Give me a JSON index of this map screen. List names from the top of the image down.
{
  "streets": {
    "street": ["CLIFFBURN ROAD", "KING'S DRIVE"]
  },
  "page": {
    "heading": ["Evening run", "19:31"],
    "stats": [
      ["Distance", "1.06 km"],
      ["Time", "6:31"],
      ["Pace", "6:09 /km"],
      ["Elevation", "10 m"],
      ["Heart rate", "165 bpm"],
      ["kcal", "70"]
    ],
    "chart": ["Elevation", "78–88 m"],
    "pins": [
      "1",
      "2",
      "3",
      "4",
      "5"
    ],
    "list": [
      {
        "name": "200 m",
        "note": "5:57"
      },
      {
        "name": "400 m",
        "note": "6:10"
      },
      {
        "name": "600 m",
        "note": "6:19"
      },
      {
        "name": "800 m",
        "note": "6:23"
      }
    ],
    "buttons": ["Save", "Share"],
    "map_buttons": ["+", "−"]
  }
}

+++

→ Assigned task:
Set the whole listing down again so that it matches the original exactly.

→ Result of this task:
Give me a JSON index of this map screen. List names from the top of the image down.
{
  "streets": {
    "street": ["CLIFFBURN ROAD", "KING'S DRIVE"]
  },
  "page": {
    "heading": ["Evening run", "19:31"],
    "stats": [
      ["Distance", "1.06 km"],
      ["Time", "6:31"],
      ["Pace", "6:09 /km"],
      ["Elevation", "10 m"],
      ["Heart rate", "165 bpm"],
      ["kcal", "70"]
    ],
    "chart": ["Elevation", "78–88 m"],
    "pins": [
      "1",
      "2",
      "3",
      "4",
      "5"
    ],
    "list": [
      {
        "name": "200 m",
        "note": "5:57"
      },
      {
        "name": "400 m",
        "note": "6:10"
      },
      {
        "name": "600 m",
        "note": "6:19"
      },
      {
        "name": "800 m",
        "note": "6:23"
      }
    ],
    "buttons": ["Save", "Share"],
    "map_buttons": ["+", "−"]
  }
}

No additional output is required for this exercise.